Scan the entries below. Report each line where the string "absolute" occurs.

• **Records from a collection**
━━━━━━━━

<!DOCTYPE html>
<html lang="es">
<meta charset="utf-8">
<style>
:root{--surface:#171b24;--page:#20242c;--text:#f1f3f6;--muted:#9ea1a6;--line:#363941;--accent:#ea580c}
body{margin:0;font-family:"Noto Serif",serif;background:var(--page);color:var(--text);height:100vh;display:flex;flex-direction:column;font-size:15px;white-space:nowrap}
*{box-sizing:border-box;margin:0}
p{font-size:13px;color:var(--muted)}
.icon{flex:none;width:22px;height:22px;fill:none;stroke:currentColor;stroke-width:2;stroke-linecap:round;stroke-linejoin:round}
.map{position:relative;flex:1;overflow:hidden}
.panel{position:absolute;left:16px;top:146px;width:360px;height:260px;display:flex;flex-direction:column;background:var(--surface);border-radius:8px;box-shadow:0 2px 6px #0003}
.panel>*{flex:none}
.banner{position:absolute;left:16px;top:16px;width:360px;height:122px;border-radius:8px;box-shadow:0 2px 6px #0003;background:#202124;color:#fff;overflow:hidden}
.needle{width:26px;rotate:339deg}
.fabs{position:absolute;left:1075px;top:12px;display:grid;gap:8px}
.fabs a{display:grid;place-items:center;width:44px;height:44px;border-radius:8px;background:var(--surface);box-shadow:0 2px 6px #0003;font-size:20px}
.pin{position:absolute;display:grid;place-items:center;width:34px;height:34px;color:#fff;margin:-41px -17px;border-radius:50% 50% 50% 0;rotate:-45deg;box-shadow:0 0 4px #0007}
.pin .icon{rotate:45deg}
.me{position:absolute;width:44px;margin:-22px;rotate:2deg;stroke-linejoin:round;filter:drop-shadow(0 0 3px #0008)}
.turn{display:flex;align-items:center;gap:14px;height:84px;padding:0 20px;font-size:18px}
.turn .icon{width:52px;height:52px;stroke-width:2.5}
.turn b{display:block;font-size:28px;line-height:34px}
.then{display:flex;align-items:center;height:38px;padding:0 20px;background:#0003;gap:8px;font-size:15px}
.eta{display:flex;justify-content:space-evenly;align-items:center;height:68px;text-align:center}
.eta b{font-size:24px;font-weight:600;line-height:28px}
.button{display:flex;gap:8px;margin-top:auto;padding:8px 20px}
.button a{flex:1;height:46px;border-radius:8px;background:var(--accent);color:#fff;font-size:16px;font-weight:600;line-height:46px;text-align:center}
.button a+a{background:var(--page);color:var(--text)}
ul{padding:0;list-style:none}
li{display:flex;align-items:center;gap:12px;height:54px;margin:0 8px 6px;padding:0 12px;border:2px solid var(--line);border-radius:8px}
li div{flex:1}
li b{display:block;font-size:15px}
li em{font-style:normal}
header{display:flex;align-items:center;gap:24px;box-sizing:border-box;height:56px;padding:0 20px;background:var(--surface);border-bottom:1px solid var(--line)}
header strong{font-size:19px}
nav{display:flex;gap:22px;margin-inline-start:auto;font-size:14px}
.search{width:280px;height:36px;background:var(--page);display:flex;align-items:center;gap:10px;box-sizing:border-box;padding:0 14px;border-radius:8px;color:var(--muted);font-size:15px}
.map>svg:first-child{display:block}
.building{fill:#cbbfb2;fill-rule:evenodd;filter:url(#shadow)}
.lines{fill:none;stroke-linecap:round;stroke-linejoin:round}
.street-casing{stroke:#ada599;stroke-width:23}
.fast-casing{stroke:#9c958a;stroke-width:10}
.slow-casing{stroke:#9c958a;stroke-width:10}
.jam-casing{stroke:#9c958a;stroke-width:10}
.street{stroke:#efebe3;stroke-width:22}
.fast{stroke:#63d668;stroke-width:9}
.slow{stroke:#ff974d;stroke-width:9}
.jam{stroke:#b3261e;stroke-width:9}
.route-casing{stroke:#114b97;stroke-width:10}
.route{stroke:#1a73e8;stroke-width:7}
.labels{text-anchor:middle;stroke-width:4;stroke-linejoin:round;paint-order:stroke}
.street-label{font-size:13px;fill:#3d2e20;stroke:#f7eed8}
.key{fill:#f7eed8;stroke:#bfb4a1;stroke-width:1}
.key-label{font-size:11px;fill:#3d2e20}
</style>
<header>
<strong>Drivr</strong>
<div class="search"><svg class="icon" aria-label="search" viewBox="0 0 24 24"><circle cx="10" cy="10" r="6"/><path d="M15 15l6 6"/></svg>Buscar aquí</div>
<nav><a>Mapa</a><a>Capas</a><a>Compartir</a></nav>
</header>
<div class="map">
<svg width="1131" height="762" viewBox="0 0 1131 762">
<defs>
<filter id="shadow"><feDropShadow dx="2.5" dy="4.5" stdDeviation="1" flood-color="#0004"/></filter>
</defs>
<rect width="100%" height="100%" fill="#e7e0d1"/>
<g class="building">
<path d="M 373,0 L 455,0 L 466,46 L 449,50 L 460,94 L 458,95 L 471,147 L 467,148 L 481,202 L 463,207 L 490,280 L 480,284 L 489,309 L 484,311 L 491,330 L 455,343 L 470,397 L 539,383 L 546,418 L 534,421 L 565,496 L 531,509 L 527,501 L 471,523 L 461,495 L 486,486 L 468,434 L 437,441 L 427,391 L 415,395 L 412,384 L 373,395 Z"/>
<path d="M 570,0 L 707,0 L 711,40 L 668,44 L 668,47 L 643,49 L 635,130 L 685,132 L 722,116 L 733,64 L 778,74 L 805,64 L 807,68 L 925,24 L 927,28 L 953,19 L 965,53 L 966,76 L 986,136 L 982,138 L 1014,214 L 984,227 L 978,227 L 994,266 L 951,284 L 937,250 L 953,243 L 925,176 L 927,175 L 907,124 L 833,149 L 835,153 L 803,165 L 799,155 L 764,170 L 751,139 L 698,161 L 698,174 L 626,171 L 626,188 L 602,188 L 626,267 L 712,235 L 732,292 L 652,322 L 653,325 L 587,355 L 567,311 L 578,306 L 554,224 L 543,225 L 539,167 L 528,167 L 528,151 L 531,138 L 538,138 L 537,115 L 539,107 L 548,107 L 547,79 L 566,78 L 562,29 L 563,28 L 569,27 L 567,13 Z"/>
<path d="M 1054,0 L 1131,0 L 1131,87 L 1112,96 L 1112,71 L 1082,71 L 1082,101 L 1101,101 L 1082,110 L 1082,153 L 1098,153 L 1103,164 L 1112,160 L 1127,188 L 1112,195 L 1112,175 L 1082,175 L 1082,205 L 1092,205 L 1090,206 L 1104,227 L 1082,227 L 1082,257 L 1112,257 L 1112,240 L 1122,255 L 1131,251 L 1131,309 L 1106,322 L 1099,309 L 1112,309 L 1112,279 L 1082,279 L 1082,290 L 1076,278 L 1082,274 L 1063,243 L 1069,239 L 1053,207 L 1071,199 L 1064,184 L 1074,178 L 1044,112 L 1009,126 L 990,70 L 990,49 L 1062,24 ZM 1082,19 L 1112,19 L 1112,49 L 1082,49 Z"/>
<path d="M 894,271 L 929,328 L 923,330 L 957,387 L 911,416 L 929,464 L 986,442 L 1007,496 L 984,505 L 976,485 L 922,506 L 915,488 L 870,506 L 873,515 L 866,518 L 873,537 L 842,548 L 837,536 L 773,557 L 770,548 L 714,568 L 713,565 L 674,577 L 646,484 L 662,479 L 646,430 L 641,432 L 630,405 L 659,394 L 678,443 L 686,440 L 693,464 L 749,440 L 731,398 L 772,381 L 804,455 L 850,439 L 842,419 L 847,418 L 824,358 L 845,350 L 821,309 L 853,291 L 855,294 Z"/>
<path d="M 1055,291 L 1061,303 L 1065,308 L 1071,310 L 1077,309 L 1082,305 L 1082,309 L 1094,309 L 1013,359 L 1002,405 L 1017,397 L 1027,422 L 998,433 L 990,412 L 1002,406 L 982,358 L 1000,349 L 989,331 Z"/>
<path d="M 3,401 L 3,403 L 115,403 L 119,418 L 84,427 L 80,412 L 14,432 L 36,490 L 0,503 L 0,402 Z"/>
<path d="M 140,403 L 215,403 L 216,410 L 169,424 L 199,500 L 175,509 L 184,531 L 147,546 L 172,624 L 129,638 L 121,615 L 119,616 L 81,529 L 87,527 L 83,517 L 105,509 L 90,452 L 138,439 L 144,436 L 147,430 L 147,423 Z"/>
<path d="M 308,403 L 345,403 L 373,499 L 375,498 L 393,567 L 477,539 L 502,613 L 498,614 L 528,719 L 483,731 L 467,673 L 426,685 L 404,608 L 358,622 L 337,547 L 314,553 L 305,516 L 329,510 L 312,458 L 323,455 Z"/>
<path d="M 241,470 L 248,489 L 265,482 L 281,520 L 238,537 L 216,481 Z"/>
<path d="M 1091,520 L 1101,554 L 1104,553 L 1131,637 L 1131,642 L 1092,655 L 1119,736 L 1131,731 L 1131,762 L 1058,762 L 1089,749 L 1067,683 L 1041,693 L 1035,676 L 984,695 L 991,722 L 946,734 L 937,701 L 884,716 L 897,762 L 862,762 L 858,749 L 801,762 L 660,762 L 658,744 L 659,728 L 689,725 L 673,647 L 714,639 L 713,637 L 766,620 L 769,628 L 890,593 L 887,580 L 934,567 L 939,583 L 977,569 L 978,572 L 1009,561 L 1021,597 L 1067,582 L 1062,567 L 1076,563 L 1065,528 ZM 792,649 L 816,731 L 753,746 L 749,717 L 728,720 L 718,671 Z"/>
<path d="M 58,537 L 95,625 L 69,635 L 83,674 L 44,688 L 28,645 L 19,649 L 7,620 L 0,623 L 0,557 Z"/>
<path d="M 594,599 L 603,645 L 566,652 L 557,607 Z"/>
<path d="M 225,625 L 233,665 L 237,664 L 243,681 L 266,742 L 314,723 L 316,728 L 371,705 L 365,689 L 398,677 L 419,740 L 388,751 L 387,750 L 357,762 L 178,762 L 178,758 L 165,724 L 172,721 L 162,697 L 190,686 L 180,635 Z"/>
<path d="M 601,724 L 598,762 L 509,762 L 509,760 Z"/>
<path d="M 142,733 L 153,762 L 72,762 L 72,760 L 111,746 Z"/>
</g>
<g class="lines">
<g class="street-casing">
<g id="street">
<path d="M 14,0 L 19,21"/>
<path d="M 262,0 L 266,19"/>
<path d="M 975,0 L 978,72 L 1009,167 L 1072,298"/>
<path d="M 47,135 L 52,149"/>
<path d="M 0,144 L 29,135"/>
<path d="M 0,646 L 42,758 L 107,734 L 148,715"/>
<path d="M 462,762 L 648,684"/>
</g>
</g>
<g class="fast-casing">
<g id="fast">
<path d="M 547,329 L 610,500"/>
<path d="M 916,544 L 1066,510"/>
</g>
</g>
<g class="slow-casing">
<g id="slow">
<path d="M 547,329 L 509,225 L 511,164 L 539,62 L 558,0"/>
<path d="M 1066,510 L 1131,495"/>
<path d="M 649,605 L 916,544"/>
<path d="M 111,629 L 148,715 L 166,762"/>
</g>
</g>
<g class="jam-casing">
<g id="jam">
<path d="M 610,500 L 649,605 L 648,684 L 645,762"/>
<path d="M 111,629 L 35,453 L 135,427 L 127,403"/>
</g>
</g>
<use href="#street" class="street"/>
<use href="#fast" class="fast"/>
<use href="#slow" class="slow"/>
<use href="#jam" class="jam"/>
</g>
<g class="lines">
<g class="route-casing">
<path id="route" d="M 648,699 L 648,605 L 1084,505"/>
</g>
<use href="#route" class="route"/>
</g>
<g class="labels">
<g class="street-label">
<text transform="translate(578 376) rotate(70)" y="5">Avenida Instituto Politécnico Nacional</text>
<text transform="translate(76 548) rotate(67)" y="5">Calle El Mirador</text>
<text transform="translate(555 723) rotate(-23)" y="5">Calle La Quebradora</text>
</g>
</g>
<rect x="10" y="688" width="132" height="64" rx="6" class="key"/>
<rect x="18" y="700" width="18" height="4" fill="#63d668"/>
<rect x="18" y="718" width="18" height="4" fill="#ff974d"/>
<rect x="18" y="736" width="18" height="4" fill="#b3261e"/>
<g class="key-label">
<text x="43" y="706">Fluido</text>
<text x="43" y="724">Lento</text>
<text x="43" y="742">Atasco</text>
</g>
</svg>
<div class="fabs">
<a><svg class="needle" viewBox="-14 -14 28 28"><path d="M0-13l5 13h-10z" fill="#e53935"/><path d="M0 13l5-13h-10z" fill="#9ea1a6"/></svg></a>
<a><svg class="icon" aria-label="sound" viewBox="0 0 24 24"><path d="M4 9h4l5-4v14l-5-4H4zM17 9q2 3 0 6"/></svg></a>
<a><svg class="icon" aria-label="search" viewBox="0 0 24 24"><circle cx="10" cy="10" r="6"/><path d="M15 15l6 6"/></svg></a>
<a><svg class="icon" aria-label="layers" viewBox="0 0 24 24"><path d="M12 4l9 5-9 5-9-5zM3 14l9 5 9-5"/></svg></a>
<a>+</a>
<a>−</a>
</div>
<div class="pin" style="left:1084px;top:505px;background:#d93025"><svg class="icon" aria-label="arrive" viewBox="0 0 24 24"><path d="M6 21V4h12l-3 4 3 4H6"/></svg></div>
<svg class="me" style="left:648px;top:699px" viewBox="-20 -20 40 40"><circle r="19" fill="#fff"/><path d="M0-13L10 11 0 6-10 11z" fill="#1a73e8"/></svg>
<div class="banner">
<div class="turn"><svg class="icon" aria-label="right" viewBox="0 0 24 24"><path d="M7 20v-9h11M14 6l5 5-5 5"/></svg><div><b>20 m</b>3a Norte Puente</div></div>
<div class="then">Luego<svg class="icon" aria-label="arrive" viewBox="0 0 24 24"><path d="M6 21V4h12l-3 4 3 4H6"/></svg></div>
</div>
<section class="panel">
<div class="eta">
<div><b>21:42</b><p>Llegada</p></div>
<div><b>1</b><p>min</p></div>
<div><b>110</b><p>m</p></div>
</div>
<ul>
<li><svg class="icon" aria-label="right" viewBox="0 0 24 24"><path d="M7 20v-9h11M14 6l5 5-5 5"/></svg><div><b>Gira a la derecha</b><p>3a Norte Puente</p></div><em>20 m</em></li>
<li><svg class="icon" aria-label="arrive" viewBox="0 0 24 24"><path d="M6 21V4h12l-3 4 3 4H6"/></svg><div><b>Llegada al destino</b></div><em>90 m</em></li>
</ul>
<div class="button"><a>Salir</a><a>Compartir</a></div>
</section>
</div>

━━━━━━━━

• **Reply to the exercise**
.panel{position:absolute;left:16px;top:146px;width:360px;height:260px;display:flex;flex-direction:column;background:var(--surface);border-radius:8px;box-shadow:0 2px 6px #0003}
.banner{position:absolute;left:16px;top:16px;width:360px;height:122px;border-radius:8px;box-shadow:0 2px 6px #0003;background:#202124;color:#fff;overflow:hidden}
.fabs{position:absolute;left:1075px;top:12px;display:grid;gap:8px}
.pin{position:absolute;display:grid;place-items:center;width:34px;height:34px;color:#fff;margin:-41px -17px;border-radius:50% 50% 50% 0;rotate:-45deg;box-shadow:0 0 4px #0007}
.me{position:absolute;width:44px;margin:-22px;rotate:2deg;stroke-linejoin:round;filter:drop-shadow(0 0 3px #0008)}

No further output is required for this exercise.